We are grateful and thankful for your partnership, which allows us to do all we are doing in this education work.
God bless you.
That's Kadidia on the far left.
Many of you may remember that Grace student Kadidia has dreams of becoming a journalist. Well, we decided to provide a taste of that dream but having her interview one of the middle school teachers. Mr. Podiougo teaches 8th grade math. Here is her report:
Kadidia: Hello Mr. Poudiougo. I am Miss Kadidiatou Konaté, a student at private school Grace Private School here in Koro. Would you please answer some questions?
Mr. PODIOUGO: Yes, with pleasure!
Kadidia: How do you see the level of achievement of the middle school students at Grace?
Mr. PODIOUGO: I personally find that the level is generally low.
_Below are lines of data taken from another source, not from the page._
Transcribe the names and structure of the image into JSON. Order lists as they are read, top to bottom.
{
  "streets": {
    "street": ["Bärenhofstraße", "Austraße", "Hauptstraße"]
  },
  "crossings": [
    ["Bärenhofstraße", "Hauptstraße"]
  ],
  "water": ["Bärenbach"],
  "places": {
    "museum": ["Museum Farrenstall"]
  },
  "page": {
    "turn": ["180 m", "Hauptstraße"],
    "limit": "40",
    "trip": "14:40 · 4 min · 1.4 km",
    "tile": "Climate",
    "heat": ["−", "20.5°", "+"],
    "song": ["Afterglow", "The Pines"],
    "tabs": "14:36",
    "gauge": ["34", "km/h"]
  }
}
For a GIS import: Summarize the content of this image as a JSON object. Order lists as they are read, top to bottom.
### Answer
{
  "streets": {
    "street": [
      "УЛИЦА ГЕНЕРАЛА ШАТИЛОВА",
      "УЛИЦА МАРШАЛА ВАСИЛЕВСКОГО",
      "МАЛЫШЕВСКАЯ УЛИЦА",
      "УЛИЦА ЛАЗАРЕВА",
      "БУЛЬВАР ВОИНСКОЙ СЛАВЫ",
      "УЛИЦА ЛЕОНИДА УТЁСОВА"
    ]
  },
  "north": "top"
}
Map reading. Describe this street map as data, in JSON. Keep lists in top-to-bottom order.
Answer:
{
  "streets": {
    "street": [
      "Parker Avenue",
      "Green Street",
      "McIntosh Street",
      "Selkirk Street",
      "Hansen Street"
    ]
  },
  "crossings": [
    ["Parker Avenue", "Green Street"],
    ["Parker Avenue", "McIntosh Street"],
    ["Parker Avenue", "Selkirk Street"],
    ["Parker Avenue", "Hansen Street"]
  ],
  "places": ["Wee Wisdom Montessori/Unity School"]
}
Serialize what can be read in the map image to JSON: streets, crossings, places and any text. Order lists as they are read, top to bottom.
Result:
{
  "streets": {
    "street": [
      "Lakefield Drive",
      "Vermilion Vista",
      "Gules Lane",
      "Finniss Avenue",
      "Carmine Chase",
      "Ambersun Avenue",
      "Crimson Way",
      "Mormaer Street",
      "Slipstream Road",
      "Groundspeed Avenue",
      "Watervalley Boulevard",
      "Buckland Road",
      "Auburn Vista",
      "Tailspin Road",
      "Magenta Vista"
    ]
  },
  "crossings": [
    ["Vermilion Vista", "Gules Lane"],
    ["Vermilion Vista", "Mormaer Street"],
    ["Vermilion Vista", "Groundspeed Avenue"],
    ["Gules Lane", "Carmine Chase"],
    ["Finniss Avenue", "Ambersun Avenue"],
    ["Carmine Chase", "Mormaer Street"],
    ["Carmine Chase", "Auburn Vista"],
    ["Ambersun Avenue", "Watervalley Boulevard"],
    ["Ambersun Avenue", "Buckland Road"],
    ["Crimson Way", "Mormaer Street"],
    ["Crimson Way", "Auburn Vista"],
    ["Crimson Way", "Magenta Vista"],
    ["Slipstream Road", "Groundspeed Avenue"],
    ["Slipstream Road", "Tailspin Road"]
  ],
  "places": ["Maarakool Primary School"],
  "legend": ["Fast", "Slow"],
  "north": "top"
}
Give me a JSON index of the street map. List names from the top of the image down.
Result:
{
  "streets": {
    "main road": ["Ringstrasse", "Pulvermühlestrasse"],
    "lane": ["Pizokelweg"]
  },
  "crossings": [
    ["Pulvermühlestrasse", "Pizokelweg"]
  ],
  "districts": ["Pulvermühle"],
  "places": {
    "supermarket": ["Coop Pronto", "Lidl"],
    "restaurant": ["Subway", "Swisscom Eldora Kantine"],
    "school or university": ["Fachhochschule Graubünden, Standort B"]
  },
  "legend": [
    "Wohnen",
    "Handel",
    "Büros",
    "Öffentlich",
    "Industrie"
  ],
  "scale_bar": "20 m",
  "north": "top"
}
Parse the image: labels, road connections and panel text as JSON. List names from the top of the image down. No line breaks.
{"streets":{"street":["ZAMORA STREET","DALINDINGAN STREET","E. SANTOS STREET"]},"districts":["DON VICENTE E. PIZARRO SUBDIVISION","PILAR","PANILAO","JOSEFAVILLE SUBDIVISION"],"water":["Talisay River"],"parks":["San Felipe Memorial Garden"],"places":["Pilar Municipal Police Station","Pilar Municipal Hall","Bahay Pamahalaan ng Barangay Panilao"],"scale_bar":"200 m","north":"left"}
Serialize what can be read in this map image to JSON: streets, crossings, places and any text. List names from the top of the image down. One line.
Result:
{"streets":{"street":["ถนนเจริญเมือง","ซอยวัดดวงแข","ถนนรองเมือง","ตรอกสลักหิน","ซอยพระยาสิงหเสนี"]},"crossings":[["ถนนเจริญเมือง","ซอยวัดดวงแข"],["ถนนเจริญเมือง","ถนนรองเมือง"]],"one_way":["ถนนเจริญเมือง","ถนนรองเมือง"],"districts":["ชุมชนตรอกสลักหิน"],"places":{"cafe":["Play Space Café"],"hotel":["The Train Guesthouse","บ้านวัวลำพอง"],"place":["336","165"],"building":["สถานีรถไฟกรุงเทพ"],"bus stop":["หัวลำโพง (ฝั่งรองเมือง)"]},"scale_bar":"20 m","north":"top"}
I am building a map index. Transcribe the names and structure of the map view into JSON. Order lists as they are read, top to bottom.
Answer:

Kadidia: How do you explain, sir, this low level? Shouldn’t private schools be better than public?
Mr. POUDIOUGO: They should be better but they cannot be when they don’t have a good base. Indeed many come here from all over to succeed, but they don’t have the basic training (good study habits and knowledge from cycle 1)
Kadidia Why do these students fail to catch up to where they need to be?
Mr. PODIOUGO: Many of the students are accustomed to having fun and not working hard in class. So it's difficult for them to suddenly try harder.
Kadidia: What responsibility do you think the teachers have in this struggle to learn and succeed?
Mr. PODIOUGO: As a teacher it hurts to see a lack of ambition in our students. Our responsibility is to support those who engage in this good fight against mediocrity.
Kadidia: Do you think that parents have a role in this problem?
Mr. PODIOUGO: Of course!!! Their role is even more crucial. The education of a child is the first role of parents. The state and the schools are only facilitators and partners for education.
Kadidia: What are the concrete roles of parents for children’s education?
Mr. PODIOUGO: Parents should look after their children at home. Each parent must provide a way for the child to study. They should ensure that the child does homework at home, budgets their time, and is up to date on all courses.
Kadidia: What is your last word for this struggle to help the students succeed?
Mr. PODIOUGO: The ball is in the court of the students. Whatever the parents or teachers want, if the student does not turn in their work, there will not be satisfactory results. With a valiant heart nothing is impossible and God will certainly bless the efforts of each child if she or he is obedient and hardworking!
Kadidia: Thank you Mr. PODIOUGO for your kind answers to my questions.
“You might be poor, your shoes might be broken, but your mind is a palace.”